CIRI-developed CRISM tool selected for Homeland Security Startup Studio 2021 program

A cybersecurity risk measurement tool developed at the Critical Infrastructure Resilience Institute, a DHS Center of Excellence at the University of Illinois Urbana-Champaign, was recently selected as the winner of the Homeland Security Startup Studio (HSSS) 2021 program. 

The risk measurement tool known as the Cyber Risk Scoring and Mitigation (CRISM) tool measures the security capabilities of the software and hardware that comprise a company’s cloud IT infrastructure. Over the last several years, the research team, called Charisma Cyber, developed an analytics engine for the tool.

This analytics engine was developed for the purpose of extracting critical, actionable intelligence that can be used by customers to gain more visibility into the cyber security posture of their infrastructure. Such insights include all possible impacts to an asset, a list of all paths to a target, identification of the path most likely to be taken by an attacker, additional vulnerabilities in the instance of an attacker compromising an asset, and a proposed solution to improve the risk score.

“It is indeed gratifying to see the commercial potential of CRISM's core technology focused on measuring cyber risk and prioritized remediation,” said Sachin Shetty, a professor with the Department of Computational, Modeling, and Simulation Engineering and executive director for the Center of Secure and Intelligent Critical Systems in the Virginia Modeling Analysis and Simulation Center at Old Dominion University.

HSSS 21 is run by the Department of Homeland Security Science and Technology Directorate, in partnership with FedTech. The initiative pairs teams of entrepreneurs with scientists and engineers in an effort to commercialize lab technologies and solve real-world problems. Teams present to expert panels comprised of homeland security experts, inventors, and venture capital representatives. The event, which is separated into two phases, features areas of research from cybersecurity to artificial intelligence and machine learning. 

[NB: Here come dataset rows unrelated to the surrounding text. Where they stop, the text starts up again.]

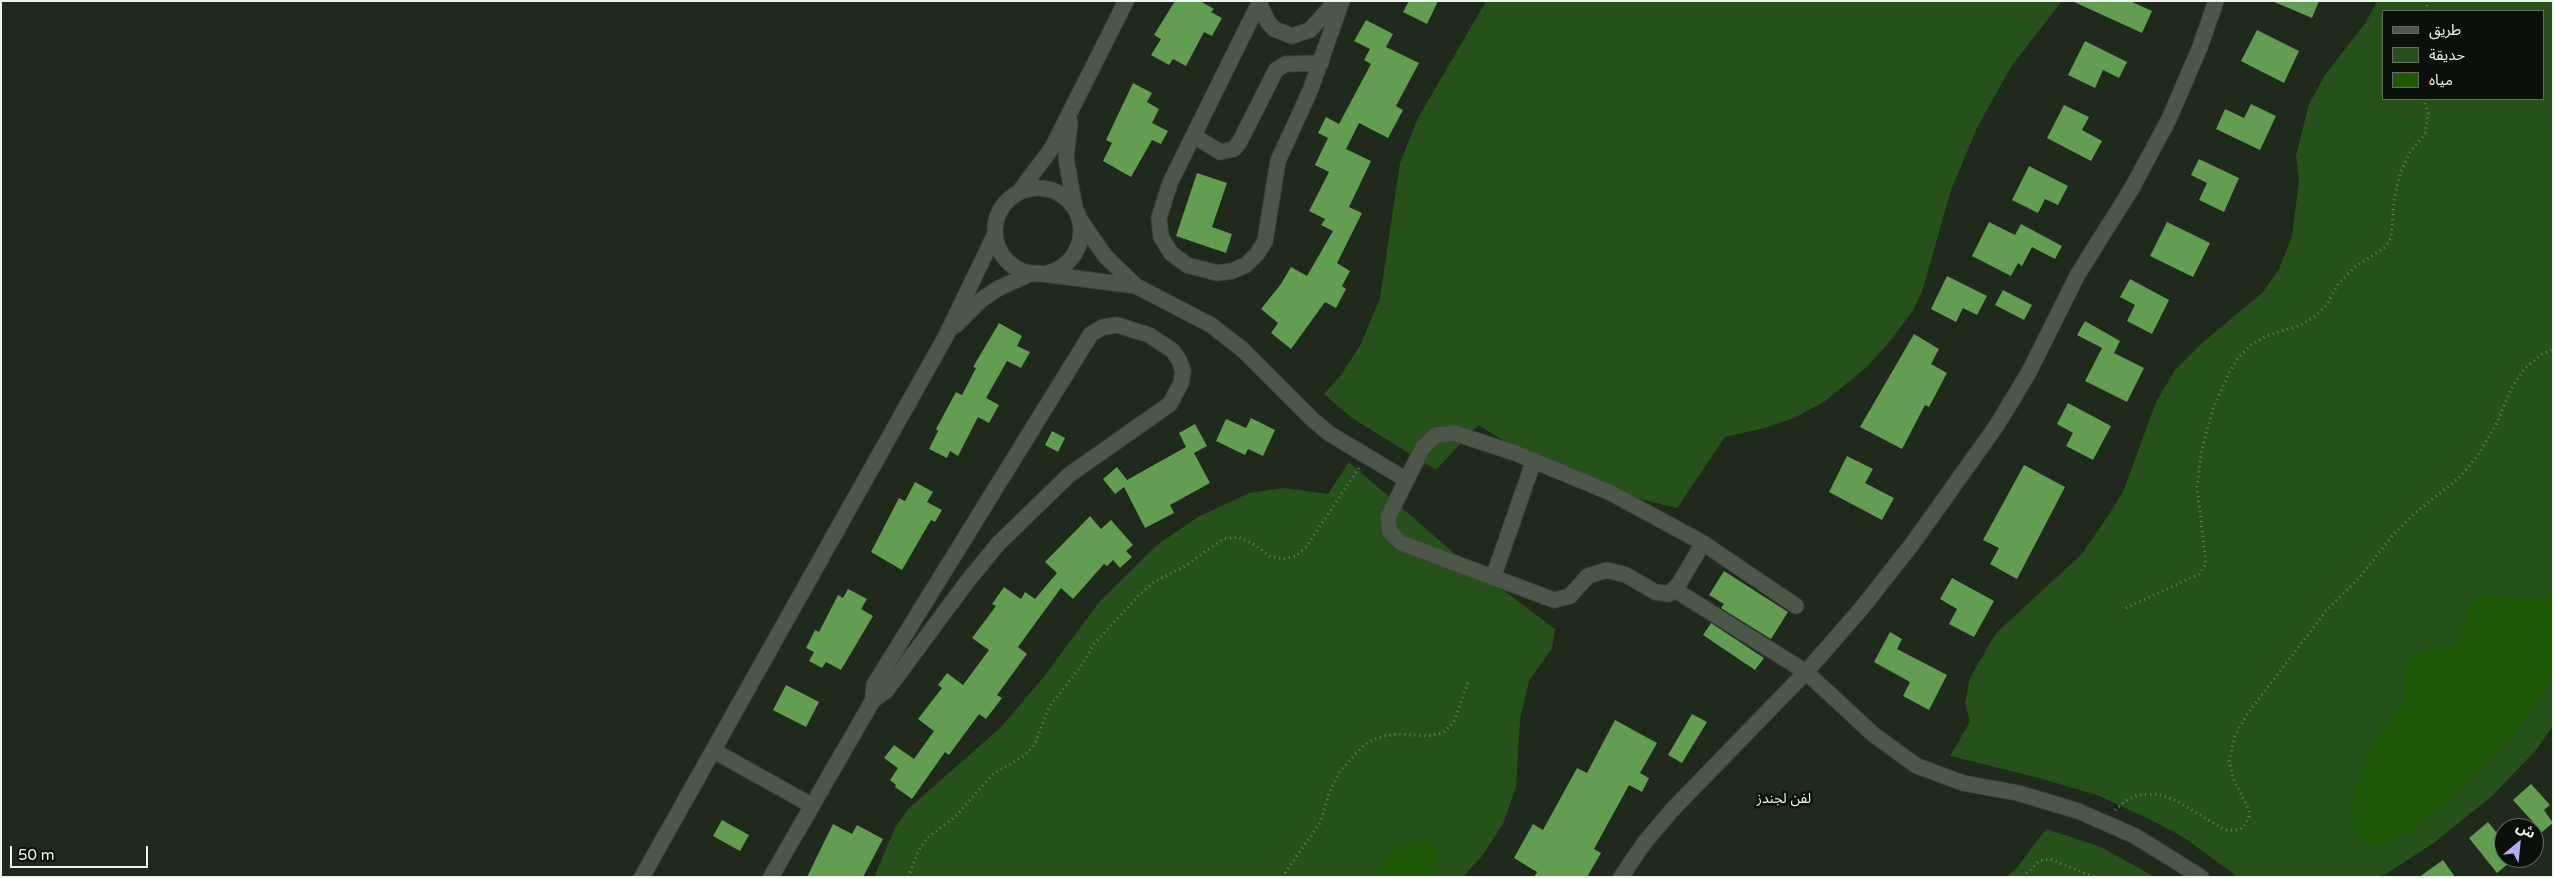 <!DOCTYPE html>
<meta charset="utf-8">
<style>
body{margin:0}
#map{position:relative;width:2554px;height:878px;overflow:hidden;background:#1f291c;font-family:"Varela Round","Noto Sans Arabic",sans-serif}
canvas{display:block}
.frame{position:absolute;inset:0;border:2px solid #eef5ec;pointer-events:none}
.legend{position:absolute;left:2382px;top:10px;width:162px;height:90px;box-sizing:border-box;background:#0c100b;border:1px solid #666c65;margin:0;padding:6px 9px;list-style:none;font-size:15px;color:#eef5ec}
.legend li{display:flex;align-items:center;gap:10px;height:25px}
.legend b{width:25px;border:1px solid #666c65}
.north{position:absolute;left:2494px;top:818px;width:50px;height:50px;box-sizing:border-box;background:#0c100b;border:1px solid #666c65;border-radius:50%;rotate:28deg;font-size:14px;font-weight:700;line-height:20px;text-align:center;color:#eef5ec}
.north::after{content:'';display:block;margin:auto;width:18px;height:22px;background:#b5acf8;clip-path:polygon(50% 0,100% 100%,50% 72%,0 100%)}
.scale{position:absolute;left:10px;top:846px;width:138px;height:22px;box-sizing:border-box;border:2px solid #eef5ec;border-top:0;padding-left:6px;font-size:15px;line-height:18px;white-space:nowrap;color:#eef5ec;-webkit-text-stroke:4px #0c100b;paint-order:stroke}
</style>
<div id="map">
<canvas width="2554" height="878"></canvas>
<div class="frame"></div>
<ul class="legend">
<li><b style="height:6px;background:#4c5749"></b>طريق</li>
<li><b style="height:14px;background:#27511a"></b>حديقة</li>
<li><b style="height:14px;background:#1f5908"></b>مياه</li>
</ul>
<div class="north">ش</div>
<div class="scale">50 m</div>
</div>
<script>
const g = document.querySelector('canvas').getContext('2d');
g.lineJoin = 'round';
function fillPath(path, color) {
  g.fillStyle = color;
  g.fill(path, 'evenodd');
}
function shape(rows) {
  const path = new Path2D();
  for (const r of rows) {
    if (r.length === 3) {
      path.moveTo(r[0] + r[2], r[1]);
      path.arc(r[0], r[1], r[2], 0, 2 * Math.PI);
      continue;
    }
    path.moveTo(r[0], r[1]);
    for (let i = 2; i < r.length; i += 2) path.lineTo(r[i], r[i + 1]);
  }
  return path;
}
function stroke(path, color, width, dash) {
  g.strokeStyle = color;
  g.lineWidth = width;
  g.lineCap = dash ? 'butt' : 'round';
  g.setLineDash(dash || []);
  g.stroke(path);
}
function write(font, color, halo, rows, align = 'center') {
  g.font = font + ' "Varela Round","Noto Sans Arabic",sans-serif';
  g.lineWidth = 5;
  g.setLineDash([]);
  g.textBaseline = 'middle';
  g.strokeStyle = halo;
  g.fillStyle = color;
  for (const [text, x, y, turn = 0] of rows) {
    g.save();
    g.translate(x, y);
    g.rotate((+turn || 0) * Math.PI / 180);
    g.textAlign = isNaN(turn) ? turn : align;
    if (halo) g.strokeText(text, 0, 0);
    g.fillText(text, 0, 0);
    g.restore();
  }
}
fillPath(shape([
 [1486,1,2062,1,2011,67,1977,128,1951,190,1922,292,1912,312,1891,340,1867,367,1824,402,1794,418,1765,428,1725,437,1677,508,1609,491,1541,463,1478,425,1436,470,1352,418,1324,394,1341,375,1361,344,1380,298,1400,163,1418,118],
 [2377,1,2553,1,2553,726,2536,750,2492,796,2435,842,2386,874,2379,877,2238,877,2183,837,2149,819,2097,795,2039,778,1950,756,1970,722,1965,703,1970,678,1996,633,2081,555,2106,519,2123,492,2156,402,2175,370,2201,344,2263,292,2279,269,2292,236,2299,181,2296,156,2309,104,2325,75,2366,22],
 [2383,11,2543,11,2543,99,2383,99],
 [1349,462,1455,554,1555,629,1552,648,1529,681,1520,720,1516,787,1503,824,1482,856,1463,877,874,877,895,828,908,809,1000,728,1043,678,1100,601,1157,545,1198,517,1249,493,1284,488,1328,494],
 [2046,829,2101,847,2155,877,2006,877,2016,869]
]), '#27511a');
fillPath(shape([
 [2553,591,2553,674,2527,717,2504,747,2441,808,2411,830,2386,844,2371,846,2359,838,2352,821,2353,796,2361,772,2376,738,2405,699,2406,665,2414,656,2428,650,2449,647,2460,637,2471,603,2484,593,2524,600,2541,598],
 [1417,839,1429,842,1439,857,1431,877,1375,877,1384,862,1399,846]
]), '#1f5908');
fillPath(shape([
 [1175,1,1200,1,1214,9,1211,12,1222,18,1212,36,1204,32,1186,66,1173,59,1169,65,1151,55,1161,39,1154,35],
 [1409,1,1438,1,1427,24,1403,12],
 [2072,1,2130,1,2152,11,2142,33],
 [2272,1,2319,1,2312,18],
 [1366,20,1393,34,1386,47,1419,63,1396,106,1403,110,1388,138,1359,123,1346,149,1371,161,1349,207,1362,213,1337,263,1350,271,1342,286,1346,289,1336,308,1325,302,1291,349,1271,333,1278,323,1261,309,1281,284,1291,267,1307,276,1333,231,1321,225,1325,219,1309,211,1329,172,1315,165,1328,138,1318,133,1326,117,1339,124,1371,64,1364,60,1370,49,1354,41],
 [2257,30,2299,51,2284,83,2241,61],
 [2085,41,2127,62,2119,78,2103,70,2095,88,2068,75],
 [1133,83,1152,93,1147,102,1159,109,1152,123,1168,131,1161,144,1152,140,1131,177,1103,161,1112,143,1106,140],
 [2251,104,2276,116,2260,150,2216,129,2225,109,2244,118],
 [2064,105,2089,117,2082,130,2102,141,2091,161,2047,138],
 [2199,159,2239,178,2224,212,2199,200,2207,183,2191,175],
 [2029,166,2068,186,2058,205,2045,199,2038,213,2012,200],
 [1197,173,1227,183,1212,227,1232,234,1226,253,1176,236],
 [1989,222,2015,235,2021,224,2062,246,2055,259,2032,247,2022,266,2018,263,2011,276,1972,256],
 [2167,222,2210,243,2193,277,2150,256],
 [1947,276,1987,296,1977,315,1963,308,1956,322,1931,309],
 [2130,279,2169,300,2152,334,2127,321,2135,305,2120,297],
 [2003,290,2032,305,2024,320,1995,305],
 [2085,321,2120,341,2114,353,2144,368,2127,402,2085,381,2102,348,2077,335],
 [999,323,1022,336,1017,346,1030,352,1021,368,1007,361,986,398,999,405,989,423,978,417,958,456,950,451,947,458,929,449,938,431,936,429,956,392,962,395,976,368,973,367],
 [1914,334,1939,349,1931,364,1947,373,1929,407,1925,405,1902,449,1860,427],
 [2068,403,2111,426,2093,460,2066,446,2073,433,2057,424],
 [1251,418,1275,430,1263,456,1248,449,1245,455,1216,441,1226,419,1246,428],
 [1195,424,1207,446,1194,453,1210,483,1170,505,1174,513,1145,528,1124,487,1115,494,1103,479,1117,467,1127,480,1186,447,1179,433],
 [1052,431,1065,438,1058,452,1045,445],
 [1847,456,1873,469,1865,483,1894,498,1882,520,1829,492],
 [2024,465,2065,487,2017,579,1990,564,1999,548,1983,540],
 [915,482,933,492,927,502,942,510,935,522,931,520,902,570,871,552,899,498,905,501],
 [1090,516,1101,529,1111,520,1133,545,1126,551,1132,557,1120,568,1113,560,1107,566,1104,564,1073,599,1061,588,1018,647,1027,654,997,695,1002,698,986,719,979,714,949,755,945,752,912,799,895,787,896,785,890,780,898,768,884,758,894,745,914,759,934,731,918,719,942,688,938,685,947,673,963,685,989,650,972,638,996,606,992,604,1004,587,1021,599,1025,592,1035,599,1057,573,1045,562],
 [1724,571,1788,612,1771,639,1721,608,1724,604,1709,595],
 [1952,578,1994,601,1974,637,1949,624,1957,609,1940,599],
 [848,589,867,599,861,609,873,616,841,670,826,662,822,668,809,661,814,652,806,648,815,630,819,632,838,595,843,598],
 [1711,623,1764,658,1755,670,1703,635],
 [1890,632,1902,639,1897,649,1947,675,1929,710,1903,696,1910,682,1874,662],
 [786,685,819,702,806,727,773,710],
 [1692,714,1707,722,1682,763,1668,755],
 [1615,720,1657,743,1640,773,1649,778,1642,792,1629,785,1594,849,1601,853,1587,877,1534,877,1537,872,1514,858,1533,824,1543,830,1577,768,1587,773],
 [2531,784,2550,805,2544,810,2553,823,2542,832,2513,800],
 [722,820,749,835,740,851,713,836],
 [2488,822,2504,842,2504,858,2509,863,2497,873,2469,838],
 [833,824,852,834,857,825,883,839,863,877,807,877],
 [2443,860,2455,877,2419,877]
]), '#629d51');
const minor = shape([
 [1260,1,1170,183,1159,218,1161,237,1171,253,1187,265,1217,273,1232,271,1246,265,1257,254,1265,241,1278,161,1310,91,1342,1],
 [1259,3,1268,22,1274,29,1292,36,1310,30,1336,1],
 [1070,122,1066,158,1075,208],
 [1194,136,1220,152,1234,149,1239,143,1276,70,1286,64,1321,63],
 [1038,231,43],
 [1019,192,1052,148,1126,1],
 [1081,221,1105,256,1135,285],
 [1036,273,1136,286,1211,325,1243,350,1313,420,1330,434,1405,479],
 [955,326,981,300,997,289,1032,273],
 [1703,543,1679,584,1669,594,1655,592,1626,575,1607,570,1588,576,1570,596,1554,600,1401,543,1390,532,1388,517,1423,447,1436,435,1454,433,1515,453,1611,493,1703,543,1796,606],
 [1493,578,1534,460],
 [1675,590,1806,672,1874,735,1917,766,1963,783,2018,793,2078,811,2135,836,2201,877],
 [714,751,811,805],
 [642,877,946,336,995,234],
 [771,877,873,700,886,691,967,582,998,544,1069,475,1170,404,1181,383,1183,371,1179,360,1173,351,1149,335,1117,325,1103,327,1091,334,874,685,873,700],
 [1621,877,1645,842,1672,810,1806,672,1861,609,1913,543,1997,425,2029,372,2078,274,2132,188,2169,119,2200,47,2216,1]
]);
stroke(minor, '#3b4439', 17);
stroke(shape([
 [2425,11,2429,1],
 [2126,608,2199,574,2206,564,2197,487,2202,448,2213,409,2229,373,2238,358,2251,345,2266,336,2301,325,2314,317,2326,306,2338,284,2355,267,2385,247,2391,238,2394,201,2400,174,2410,152,2425,134,2428,113,2424,99],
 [2115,810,2128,799,2138,795,2158,794,2177,801,2225,830,2237,830,2243,828,2249,817,2249,810,2234,780,2229,761,2235,735,2248,713,2326,611,2359,578,2393,535,2415,513,2460,477,2478,455,2497,423,2511,389,2524,369,2542,354,2553,349],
 [908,877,918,852,927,838,955,817,993,774,1024,756,1035,744,1049,707,1082,665,1094,644,1140,594,1154,582,1185,566,1223,539,1238,537,1252,543,1270,556,1283,559,1296,556,1306,547,1359,468],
 [1282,877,1320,823,1330,791,1341,770,1356,753,1368,742,1383,736,1399,734,1428,736,1443,733,1454,722,1469,679],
 [2023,877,2039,861,2050,859,2094,877]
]), '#737b70', 3, [1, 4]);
stroke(minor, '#4c5749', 15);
write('14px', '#eef5ec', '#0c100b', [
 ["لفن لجندز",1784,799]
]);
</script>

The Charisma Cyber team added, “We are incredibly excited to continue working with Dr. Sachin Shetty as we explore the opportunity to pivot CRISM from cyber defensive attack analysis to cyber offensive operations.  Currently, we are actively seeking direct connections with the NSA and the ability to ‘play in cyber sandboxes’ as we continue to incubate.“

Earlier this year, CRISM was selected as one of the tech for commercialization by the startup studio. Members of the Charisma Cyber team were able to present the business development plan for the company to be able to offer CRISM to IT/OT customers while winning HSSS’s Phase 1 and Phase 2 competitions. While CRISM can still be utilized as a defensive tool, the pivot to cyber offensive operations following the competition sees prioritized development of network vulnerability tests, attack graph generation, vulnerability scores from live-threat intelligence feeds, and many others. The Charisma Cyber team’s next steps are identifying product development activities to support the change in direction.